• _Data_:
--*--
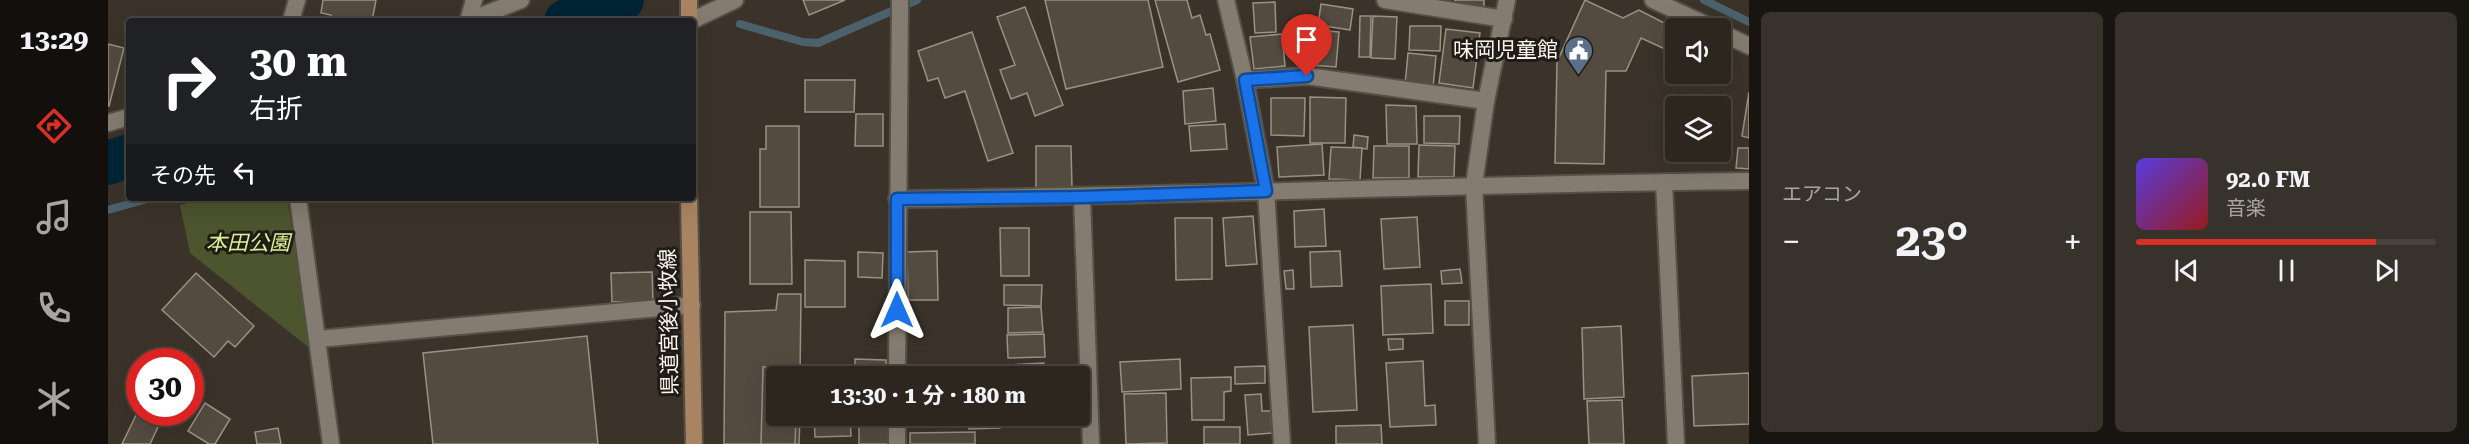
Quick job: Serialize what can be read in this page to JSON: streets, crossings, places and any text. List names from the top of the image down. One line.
{"streets":{"main road":["県道宮後小牧線"]},"parks":["本田公園"],"places":{"public building":["味岡児童館"]},"page":{"tabs":"13:29","tile":"エアコン","turn":["30 m","右折"],"then":"その先","song":["92.0 FM","音楽"],"heat":["−","23°","+"],"limit":"30","trip":"13:30 · 1 分 · 180 m"}}
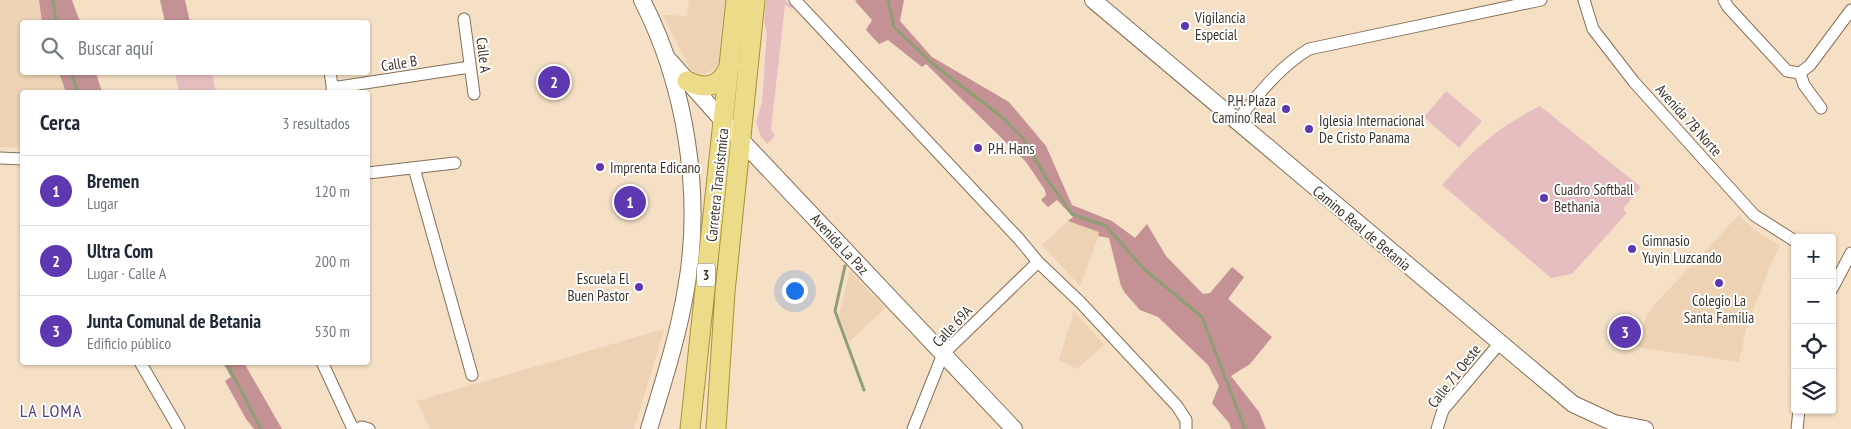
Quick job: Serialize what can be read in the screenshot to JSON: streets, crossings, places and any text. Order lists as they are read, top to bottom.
--*--
• _Your goal_: A verbatim copy of the material is needed; pictures are not to appear in it.

• _Answer below_:
Quick job: Serialize what can be read in this page to JSON: streets, crossings, places and any text. List names from the top of the image down. One line.
{"streets":{"main road":["県道宮後小牧線"]},"parks":["本田公園"],"places":{"public building":["味岡児童館"]},"page":{"tabs":"13:29","tile":"エアコン","turn":["30 m","右折"],"then":"その先","song":["92.0 FM","音楽"],"heat":["−","23°","+"],"limit":"30","trip":"13:30 · 1 分 · 180 m"}}
Quick job: Serialize what can be read in the screenshot to JSON: streets, crossings, places and any text. Order lists as they are read, top to bottom.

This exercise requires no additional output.